The symptoms of Asperger’s syndrome vary and can range from mild to severe. Common symptoms include:
- Problems with social skills: Children with Asperger’s syndrome generally have difficulty interacting with others and often are awkward in social situations. They generally do not make friends easily.
- Eccentric or repetitive behaviors: Children with this condition may develop odd, repetitive movements, such as hand wringing or finger twisting.
- Unusual preoccupations or rituals: A child with Asperger’s syndrome may develop rituals that he or she refuses to alter, such as getting dressed in a specific order.
- Communication difficulties: People with Asperger’s syndrome may not make eye contact when speaking with someone. They may have trouble using facial expressions and gestures, and understanding body language. They also tend to have problems understanding language in context.
- Limited range of interests: A child with Asperger’s syndrome may develop an intense, almost obsessive, interest in a few areas, such as sports schedules, weather, or maps.
- Coordination problems: The movements of children with Asperger’s syndrome may seem clumsy or awkward.
- Skilled or talented: Many children with Asperger’s syndrome are exceptionally talented or skilled in a particular area, such as music or math.
Pervasive Development Disorder NOS
This diagnosis applies to children on the autism spectrum, but not falling within any of the existing specific categories of autism.
Autism symptoms in kids with PDD-NOS vary widely, making it hard to generalize. No two children with PDD-NOS are exactly alike in their symptoms.
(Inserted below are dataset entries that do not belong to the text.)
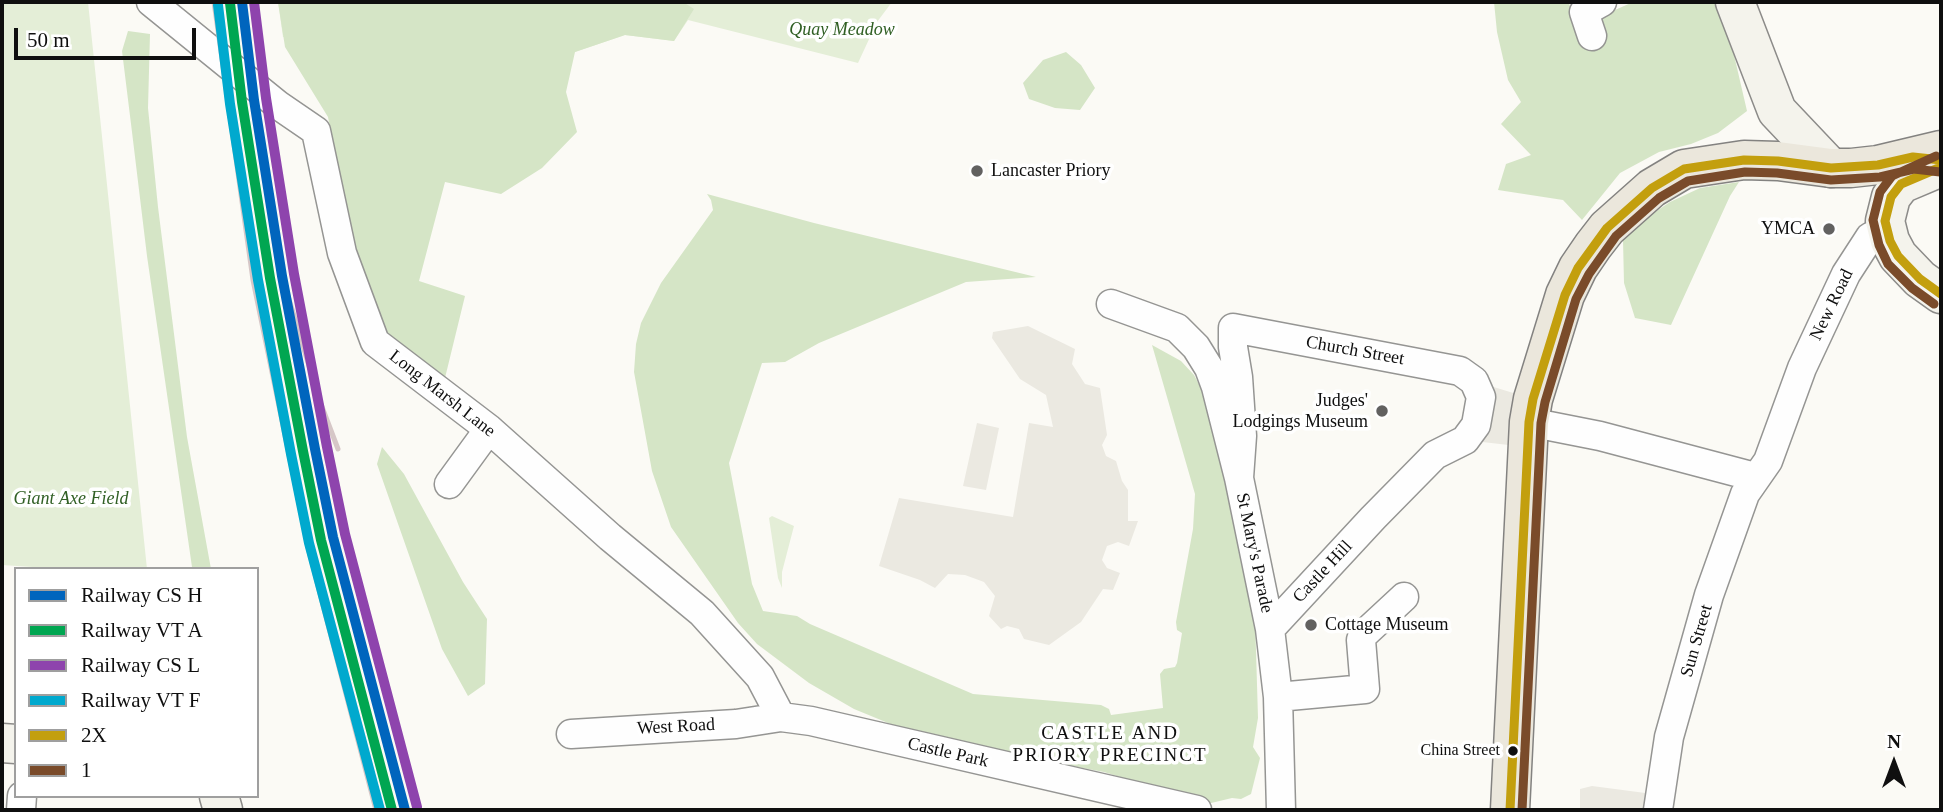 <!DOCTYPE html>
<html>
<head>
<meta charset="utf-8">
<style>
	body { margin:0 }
	#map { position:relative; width:1943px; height:812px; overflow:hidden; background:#fbfaf5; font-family:Georgia,serif }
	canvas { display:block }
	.frame { position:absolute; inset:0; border:4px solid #0f0f0f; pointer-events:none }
	.legend { position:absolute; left:14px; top:567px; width:245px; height:231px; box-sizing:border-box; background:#fff; border:2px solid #9f9f9f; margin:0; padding:9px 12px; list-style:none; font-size:21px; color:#0f0f0f }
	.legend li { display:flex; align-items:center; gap:14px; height:35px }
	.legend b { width:35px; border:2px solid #9f9f9f }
	.north { position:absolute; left:1859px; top:728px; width:70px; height:70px; -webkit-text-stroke:5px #fff; paint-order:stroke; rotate:0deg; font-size:19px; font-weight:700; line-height:28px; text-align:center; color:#0f0f0f }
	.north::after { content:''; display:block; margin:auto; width:24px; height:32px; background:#0f0f0f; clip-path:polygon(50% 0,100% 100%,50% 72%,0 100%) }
	.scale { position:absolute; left:14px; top:28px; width:182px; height:32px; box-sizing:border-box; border:4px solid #0f0f0f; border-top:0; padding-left:9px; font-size:21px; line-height:24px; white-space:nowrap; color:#0f0f0f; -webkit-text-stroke:5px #fff; paint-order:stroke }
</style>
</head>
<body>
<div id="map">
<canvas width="1943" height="812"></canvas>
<div class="frame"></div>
<ul class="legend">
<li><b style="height:9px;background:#0065bd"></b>Railway CS H</li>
<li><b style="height:9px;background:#00a651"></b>Railway VT A</li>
<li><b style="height:9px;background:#8e44ad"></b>Railway CS L</li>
<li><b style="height:9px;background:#00a9ce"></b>Railway VT F</li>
<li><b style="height:9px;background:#c39f0e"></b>2X</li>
<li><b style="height:9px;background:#7a4b2a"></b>1</li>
</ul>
<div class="north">N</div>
<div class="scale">50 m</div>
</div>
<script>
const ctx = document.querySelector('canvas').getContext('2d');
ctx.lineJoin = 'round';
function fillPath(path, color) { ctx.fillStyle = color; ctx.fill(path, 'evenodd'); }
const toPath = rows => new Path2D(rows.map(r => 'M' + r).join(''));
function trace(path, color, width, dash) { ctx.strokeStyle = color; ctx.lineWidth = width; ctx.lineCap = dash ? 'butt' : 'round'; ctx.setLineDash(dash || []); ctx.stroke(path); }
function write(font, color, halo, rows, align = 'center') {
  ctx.font = font + ' Georgia,serif'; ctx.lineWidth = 7; ctx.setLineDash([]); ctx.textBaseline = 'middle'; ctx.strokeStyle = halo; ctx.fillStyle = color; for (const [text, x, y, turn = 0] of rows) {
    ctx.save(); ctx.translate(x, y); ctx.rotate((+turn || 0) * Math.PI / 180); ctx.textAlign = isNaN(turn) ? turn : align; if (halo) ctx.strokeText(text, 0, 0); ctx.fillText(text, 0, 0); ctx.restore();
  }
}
fillPath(toPath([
	[2,2,88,2,147,569,63,569,2,565],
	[278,2,892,2,877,22,858,63,688,20,674,41,625,35,575,52,283,37],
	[772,516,794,526,782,572,782,588,778,578,769,518]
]), '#e4eed7');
fillPath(toPath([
	[278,2,683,2,694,9,674,41,625,35,575,52,566,92,577,132,542,168,501,194,445,182,419,281,465,296,444,382,390,347,353,249,328,117,285,47],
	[1494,2,1568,2,1578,21,1606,14,1633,2,1714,2,1731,42,1747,111,1718,133,1691,144,1659,152,1620,173,1582,220,1563,200,1498,190,1506,164,1531,155,1501,124,1521,102,1508,80,1497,32],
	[128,31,150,34,148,108,158,207,187,437,211,569,192,567,147,256,132,132,122,51],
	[1066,52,1081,65,1095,88,1080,110,1055,108,1029,99,1023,83,1043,60],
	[1739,182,1730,196,1671,325,1635,318,1624,283,1623,240,1643,220,1670,202,1700,188],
	[707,194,814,223,1036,277,966,282,819,343,785,362,762,363,729,463,752,584,763,611,797,616,810,624,973,694,1101,705,1109,709,1111,715,1163,708,1160,674,1164,669,1175,667,1177,663,1182,633,1177,630,1176,622,1193,529,1195,494,1152,345,1181,361,1194,375,1202,390,1218,444,1255,617,1258,718,1253,747,1260,758,1251,794,1241,799,1232,798,1207,804,1104,772,998,752,893,725,854,709,809,683,757,644,738,623,671,527,652,471,634,372,636,344,641,323,661,283,713,210,711,200],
	[382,447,404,474,463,582,487,619,485,684,468,696,442,649,377,464]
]), '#d5e5c6');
fillPath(toPath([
	[1028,326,1075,349,1072,364,1085,384,1100,388,1107,435,1102,445,1106,456,1116,461,1122,481,1128,490,1128,521,1138,521,1129,546,1118,542,1107,546,1102,560,1107,568,1120,573,1113,590,1103,589,1081,622,1049,645,1024,639,1019,629,1007,626,1001,629,989,616,995,596,984,582,965,575,948,574,935,588,920,580,879,566,899,498,1013,517,1029,423,1053,427,1046,395,1020,379,992,338,993,332],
	[1474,381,1533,399,1526,447,1465,440],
	[977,423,999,428,986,490,963,486],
	[1592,786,1653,794,1651,810,1580,810,1580,789]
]), '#ebe9e1');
const street = toPath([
	[151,2,278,105,316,131,342,253,375,342,489,429,610,537,702,613,760,677,781,717],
	[1592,36,1584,12,1602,2],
	[1111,304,1177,328,1196,347,1209,368,1216,387,1239,478,1270,629,1278,697,1281,810],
	[1529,422,1600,436,1755,477],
	[1239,478,1242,436,1238,377,1233,347,1233,328,1460,371,1474,381,1481,397,1476,425,1465,440,1435,455,1373,518,1270,629],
	[449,484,489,429],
	[1278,697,1365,689,1361,640,1363,635,1404,597],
	[571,734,736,724,781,717,811,721,1197,810],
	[21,810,22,796],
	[1658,810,1669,737,1709,595,1745,494,1768,461,1802,368,1846,274,1870,237,1886,229]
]);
const secondary = toPath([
	[1735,2,1777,111,1831,168],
	[1941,167,1901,184,1891,197,1885,221,1890,241,1898,256,1920,279,1941,294],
	[2,743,16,744],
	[219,796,223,810]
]);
const primary = toPath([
	[1510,810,1529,422,1533,399,1565,295,1578,268,1593,246,1607,228,1652,188,1684,169,1744,160,1778,161,1831,168,1851,168,1878,165,1941,150]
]);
trace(street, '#959593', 31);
trace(secondary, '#8c8b89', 41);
trace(primary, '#838280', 41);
trace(street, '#fefefe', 28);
trace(secondary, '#f4f3ec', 38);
trace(primary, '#ebe7dc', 38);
trace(toPath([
	[214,2,253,280,308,547,376,810],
	[282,276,319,399,338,449]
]), '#d6c7c7', 5);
trace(toPath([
	[1941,167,1901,184,1891,197,1885,221,1890,241,1898,256,1920,279,1941,294],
	[1510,810,1529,422,1533,399,1565,295,1578,268,1607,228,1652,188,1684,169,1744,160,1778,161,1831,168,1878,165,1913,157,1941,160]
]), '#c39f0e', 9);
trace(toPath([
	[1934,304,1912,288,1888,264,1879,245,1873,220,1880,192,1892,176,1936,156],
	[1522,810,1541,423,1545,402,1576,299,1589,274,1616,236,1659,198,1688,181,1745,172,1777,173,1831,180,1880,177,1914,169,1940,172]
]), '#7a4b2a', 9);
trace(toPath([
	[242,2,254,100,282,276,315,449,333,537,405,810]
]), '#0065bd', 10);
trace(toPath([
	[230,3,242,102,270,278,303,451,321,540,392,810]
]), '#00a651', 10);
trace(toPath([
	[254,2,266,98,294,274,327,447,345,534,417,807]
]), '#8e44ad', 10);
trace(toPath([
	[218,5,230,104,258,280,291,454,309,543,380,810]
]), '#00a9ce', 10);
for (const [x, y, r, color] of [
	[977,171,7,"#626160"],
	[1829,229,7,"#626160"],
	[1382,411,7,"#626160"],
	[1311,625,7,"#626160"],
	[1513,751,6,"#0f0f0f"]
]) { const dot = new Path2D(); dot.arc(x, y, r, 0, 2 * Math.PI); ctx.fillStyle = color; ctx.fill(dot); trace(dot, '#fff', 2.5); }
write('16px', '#0f0f0f', '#fff', [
	["China Street",1500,751]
], 'right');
write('italic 18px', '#316025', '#fff', [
	["Quay Meadow",842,30],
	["Giant Axe Field",71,499]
]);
write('18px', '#0f0f0f', '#fff', [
	["Lancaster Priory",991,171],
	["YMCA",1815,229,"right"],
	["Judges'",1368,401,"right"],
	["Lodgings Museum",1368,422,"right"],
	["Cottage Museum",1325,625]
], 'left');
write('18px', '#0f0f0f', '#fff', [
	["New Road",1832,305,-64],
	["Church Street",1355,351,10],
	["Long Marsh Lane",442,394,38],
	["St Mary's Parade",1254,553,78],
	["Castle Hill",1323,572,-47],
	["Sun Street",1697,641,-74],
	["West Road",676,727,-3],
	["Castle Park",948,753,13]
]);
ctx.letterSpacing = '2px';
write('19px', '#0f0f0f', '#fff', [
	["CASTLE AND",1110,734],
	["PRIORY PRECINCT",1110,756]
]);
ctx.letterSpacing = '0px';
</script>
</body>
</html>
There are no agreed-upon criteria for diagnosing PDD-NOS. In effect, if a child seems autistic to professional evaluators but doesn’t meet all the criteria for autistic disorder, he or she has PDD-NOS. Overall, compared to children with other autistic spectrum disorders, children with PDD-NOS have:
- impaired social interaction — like all children with autistic spectrum disorder
- better language skills than kids with autistic disorder, but not as good as those with Asperger’s syndrome
- fewer repetitive behaviors than children with Asperger’s syndrome or autistic disorder
- a later age of onset
Rett syndrome is relatively rare, affecting almost exclusively females, one out of 10,000 to 15,000. After a period of normal development, sometime between 6 and 18 months, autism-like symptoms begin to appear. The little girl’s mental and social development regresses—she no longer responds to her parents and pulls away from any social contact. If she has been talking, she stops; she cannot control her feet; she wrings her hands. Some of the problems associated with Rett syndrome can be treated. Physical, occupational, and speech therapy can help with problems of coordination, movement, and speech.
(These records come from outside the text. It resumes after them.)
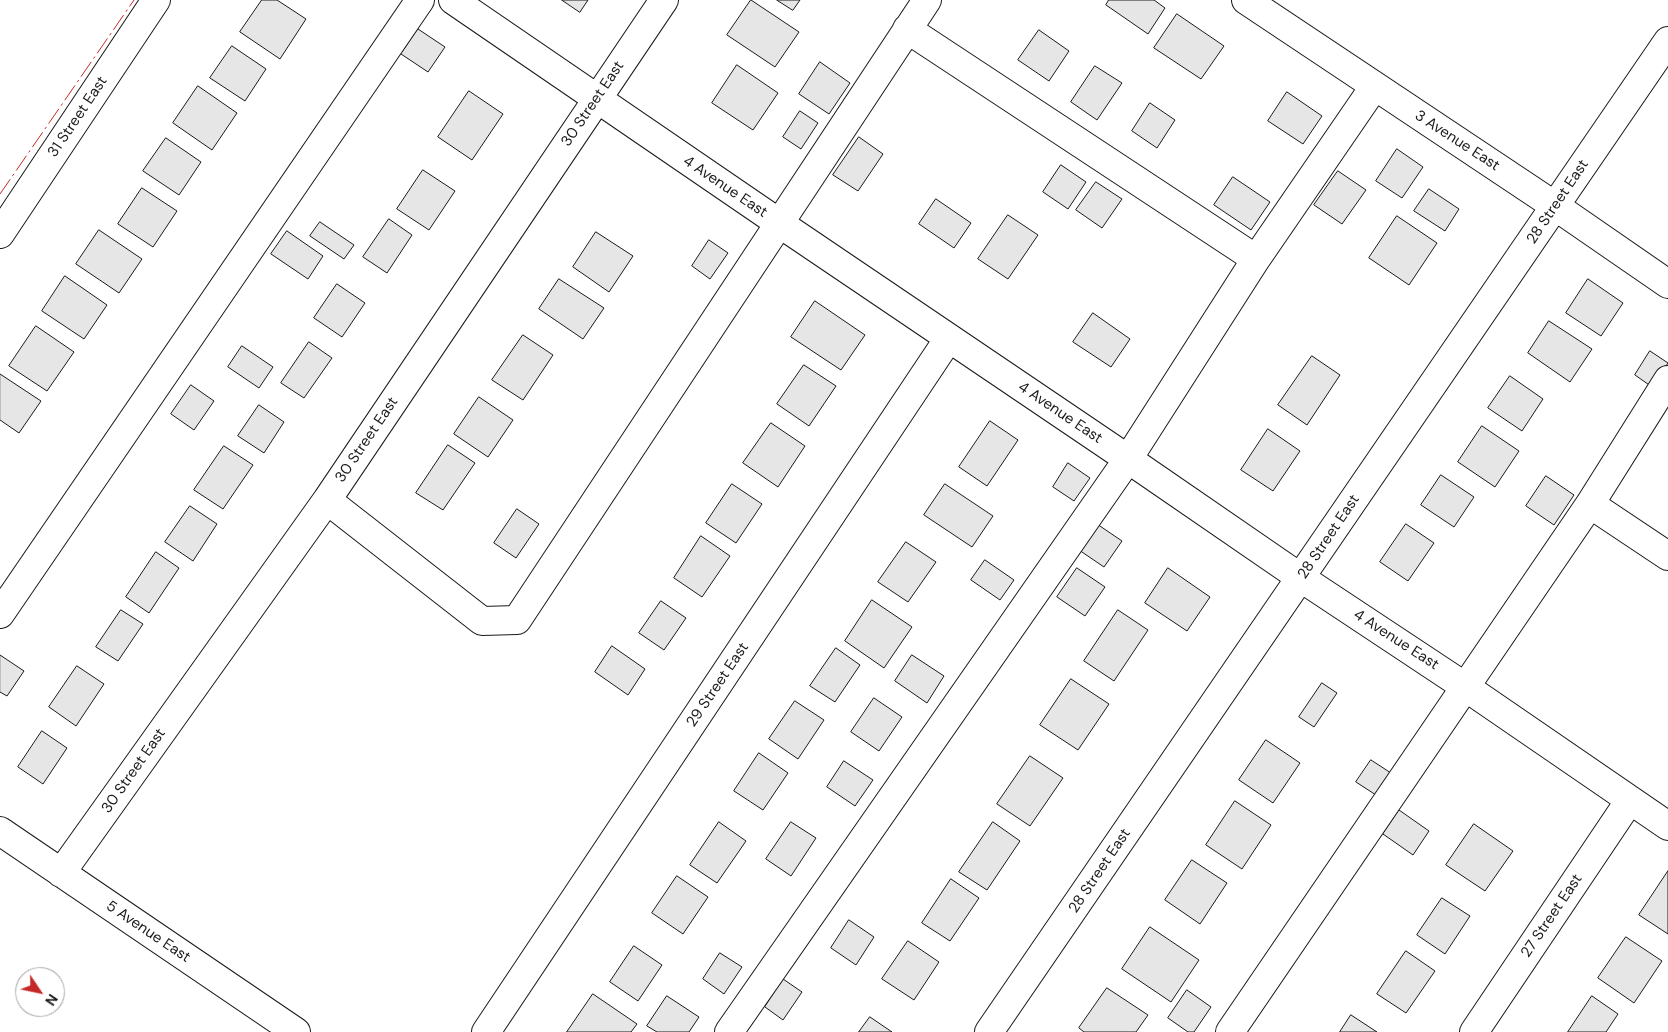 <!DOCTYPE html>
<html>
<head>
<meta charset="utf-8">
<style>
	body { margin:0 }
	#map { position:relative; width:1668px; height:1032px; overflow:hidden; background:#fff; font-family:"DM Sans",sans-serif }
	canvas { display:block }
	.north { position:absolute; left:15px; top:967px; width:50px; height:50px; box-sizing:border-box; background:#fff; border:1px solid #a3a3a3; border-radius:50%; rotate:124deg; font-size:14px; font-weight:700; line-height:20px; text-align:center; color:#1a1a1a }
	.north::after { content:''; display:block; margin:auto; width:18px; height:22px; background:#c62828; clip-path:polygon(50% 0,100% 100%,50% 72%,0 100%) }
</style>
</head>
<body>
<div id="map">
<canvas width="1668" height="1032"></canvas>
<div class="north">N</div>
</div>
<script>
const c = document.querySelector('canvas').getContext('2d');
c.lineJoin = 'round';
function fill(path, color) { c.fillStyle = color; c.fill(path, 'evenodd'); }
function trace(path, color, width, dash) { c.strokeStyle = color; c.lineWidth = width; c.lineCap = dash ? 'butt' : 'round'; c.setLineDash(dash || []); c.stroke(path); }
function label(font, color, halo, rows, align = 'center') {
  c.font = font + ' "DM Sans",sans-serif'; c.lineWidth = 4; c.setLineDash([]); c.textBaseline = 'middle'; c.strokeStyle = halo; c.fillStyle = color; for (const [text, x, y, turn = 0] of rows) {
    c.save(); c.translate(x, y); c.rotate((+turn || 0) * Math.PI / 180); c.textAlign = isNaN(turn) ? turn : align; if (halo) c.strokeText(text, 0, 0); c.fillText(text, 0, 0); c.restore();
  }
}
const building = new Path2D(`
	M262 0H277L306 19 280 59 240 32Z
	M562 0H588L580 12Z
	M751 0 799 32 775 67 727 35Z
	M777 0H800L793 10Z
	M1109 0H1154L1165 8 1148 34 1106 5Z
	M1177 14 1224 46 1201 79 1154 48Z
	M418 29 445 47 428 72 401 54Z
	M1039 30 1069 51 1049 81 1018 60Z
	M232 46 266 69 245 101 210 78Z
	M820 62 850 83 829 114 799 94Z
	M737 65 778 93 753 130 712 103Z
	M1095 66 1122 83 1097 120 1071 102Z
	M198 86 237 113 212 150 173 123Z
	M469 91 503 114 472 160 438 137Z
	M1287 92 1322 116 1303 144 1268 121Z
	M1150 103 1175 120 1157 148 1132 131Z
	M800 111 818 123 801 149 783 137Z
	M859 137 883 154 858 191 833 175Z
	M166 138 201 162 179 195 143 171Z
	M1397 149 1423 167 1402 198 1376 181Z
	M1061 165 1086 182 1068 209 1043 192Z
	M423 170 455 191 429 230 397 209Z
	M1338 171 1366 190 1342 224 1314 205Z
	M1233 177 1270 202 1251 230 1214 205Z
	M1096 182 1122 199 1102 228 1076 210Z
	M142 188 177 211 153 247 118 224Z
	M1429 189 1459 209 1445 231 1414 211Z
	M936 199 971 223 954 248 919 224Z
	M1008 215 1038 235 1008 279 978 259Z
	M1397 216 1437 243 1409 285 1369 258Z
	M389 219 412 235 387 273 363 257Z
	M320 222 354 245 344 259 310 236Z
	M99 230 142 259 119 293 76 264Z
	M287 231 323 256 308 279 271 254Z
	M596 232 633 256 609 292 573 267Z
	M709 240 728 253 710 279 692 266Z
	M65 276 107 305 84 339 42 311Z
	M559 279 604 308 583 339 539 309Z
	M1588 279 1623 303 1601 336 1566 313Z
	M337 284 365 303 342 337 314 318Z
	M815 301 865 335 841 370 791 337Z
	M1093 313 1130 339 1111 367 1073 342Z
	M1549 321 1592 349 1570 382 1528 353Z
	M36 326 74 352 47 391 9 366Z
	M523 335 553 355 523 400 492 380Z
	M309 342 332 358 304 398 281 383Z
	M242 346 273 367 259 388 228 367Z
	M1650 351 1668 363 1652 387 1635 375Z
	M1312 356 1340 375 1307 425 1278 405Z
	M804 365 836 386 809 426 777 404Z
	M0 374 41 401 19 433 0 420Z
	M1510 376 1543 399 1522 431 1488 408Z
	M191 385 214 401 194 430 171 414Z
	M479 397 513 420 488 457 454 434Z
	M259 405 284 422 264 453 238 436Z
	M990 421 1018 440 987 486 959 467Z
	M771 423 805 446 778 487 743 463Z
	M1482 426 1519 451 1495 487 1458 462Z
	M1268 429 1300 451 1273 491 1241 470Z
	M448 445 475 463 443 510 416 493Z
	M224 446 253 465 223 509 194 490Z
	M1068 463 1090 478 1074 501 1053 487Z
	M1441 475 1474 497 1454 527 1421 505Z
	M1546 476 1574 495 1554 525 1526 506Z
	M732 484 762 504 736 543 706 523Z
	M945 484 993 516 972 547 924 515Z
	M190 506 217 524 193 561 165 542Z
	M517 509 539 524 516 558 494 543Z
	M1097 524 1122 541 1104 567 1079 550Z
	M1406 524 1434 543 1408 581 1380 562Z
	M701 536 730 556 702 597 674 578Z
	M906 542 936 562 908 602 878 582Z
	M156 552 179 568 149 613 126 597Z
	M985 560 1014 580 1000 600 971 580Z
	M1077 568 1105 587 1085 616 1057 597Z
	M1168 568 1210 597 1187 631 1145 603Z
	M872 600 912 627 884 668 845 641Z
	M661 601 686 618 664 650 639 633Z
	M121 610 143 624 118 661 96 647Z
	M1118 610 1148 630 1114 681 1084 661Z
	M612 646 645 669 628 695 595 672Z
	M836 648 860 665 835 702 810 686Z
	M0 655 24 671 7 696 0 692Z
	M912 655 944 676 927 703 895 681Z
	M77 666 104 684 76 726 49 707Z
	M1071 679 1109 704 1078 750 1040 725Z
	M1322 683 1337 693 1314 727 1299 717Z
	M874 698 902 717 879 751 851 732Z
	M795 701 824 720 798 759 769 739Z
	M42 731 67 748 43 784 18 767Z
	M1266 740 1300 763 1273 803 1239 780Z
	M759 753 788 773 763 810 734 791Z
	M1030 756 1063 778 1030 826 997 804Z
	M1371 760 1391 773 1376 795 1356 782Z
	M844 761 873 780 855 806 827 787Z
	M1235 801 1271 825 1242 869 1206 845Z
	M1399 810 1429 831 1413 855 1383 834Z
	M719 822 746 841 717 883 690 865Z
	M791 822 816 838 791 876 766 859Z
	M993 822 1020 841 987 890 959 872Z
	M1474 824 1513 851 1485 891 1446 865Z
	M1192 860 1227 883 1200 924 1165 900Z
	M1668 871V934L1639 915Z
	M677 876 708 897 683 934 652 913Z
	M951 879 979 898 950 941 922 923Z
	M1442 898 1470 916 1445 954 1417 935Z
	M849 920 874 937 856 965 831 948Z
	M1150 927 1199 960 1171 1002 1122 969Z
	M1626 937 1662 961 1634 1003 1598 978Z
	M908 941 939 962 914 1000 882 979Z
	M634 946 662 965 638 1001 610 982Z
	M1406 951 1435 971 1406 1013 1377 994Z
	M720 953 742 967 724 994 703 979Z
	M783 979 802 992 783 1020 765 1007Z
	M1107 988 1148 1015 1136 1032H1084L1079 1028Z
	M1187 990 1211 1007 1194 1032H1188L1168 1018Z
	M593 994 637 1024 631 1032H567Z
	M667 996 699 1017 689 1032H657L647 1026Z
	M1592 996 1618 1014 1606 1032H1568Z
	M1351 1015 1377 1032H1340Z
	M870 1017 892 1032H859Z`);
const minor = new Path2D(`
	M453 0 779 223 1128 459 1301 578 1464 686 1668 826
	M1246 0 1555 206 1668 284
	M907 29 1256 259
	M0 234 156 0
	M327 500 482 621 517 620 927 0
	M1590 504 1668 556
	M0 614 420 0
	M0 831 296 1032
	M61 873 327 500 664 0
	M486 1032 949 338
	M729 1032 1128 459 1256 259 1374 87
	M989 1032 1668 41
	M1230 1032 1590 504 1668 380
	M1474 1032 1630 800`);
const power = new Path2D(`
	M0 194 134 0`);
const streetNames = [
	["30 Street East",593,104,-56],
	["31 Street East",78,117,-56],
	["3 Avenue East",1457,141,33],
	["4 Avenue East",725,187,34],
	["28 Street East",1558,202,-56],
	["4 Avenue East",1060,413,34],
	["30 Street East",367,440,-56],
	["28 Street East",1329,537,-56],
	["4 Avenue East",1396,640,33],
	["29 Street East",718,685,-56],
	["30 Street East",134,771,-55],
	["28 Street East",1100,871,-56],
	["27 Street East",1552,916,-56],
	["5 Avenue East",148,932,34]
];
fill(building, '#e6e6e6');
trace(building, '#1a1a1a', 1);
trace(minor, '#1a1a1a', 30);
trace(minor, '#fff', 28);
trace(power, '#c62828', 1, [18, 4, 2.5, 4]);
label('15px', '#1a1a1a', '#fff', streetNames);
</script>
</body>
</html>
Childhood Disintegrative Disorder
Very few children who have an autism spectrum disorder (ASD) diagnosis meet the criteria for childhood disintegrative disorder (CDD). It has a strong male preponderance. Symptoms may appear by age 2, but the average age of onset is between 3 and 4 years. Until this time, the child has age-appropriate skills in communication and social relationships. The long period of normal development before regression helps differentiate CDD from Rett syndrome.
The loss of such skills as vocabulary are more dramatic in CDD than they are in classical autism. The diagnosis requires extensive and pronounced losses involving motor, language, and social skills. CDD is also accompanied by loss of bowel and bladder control and oftentimes seizures and a very low IQ.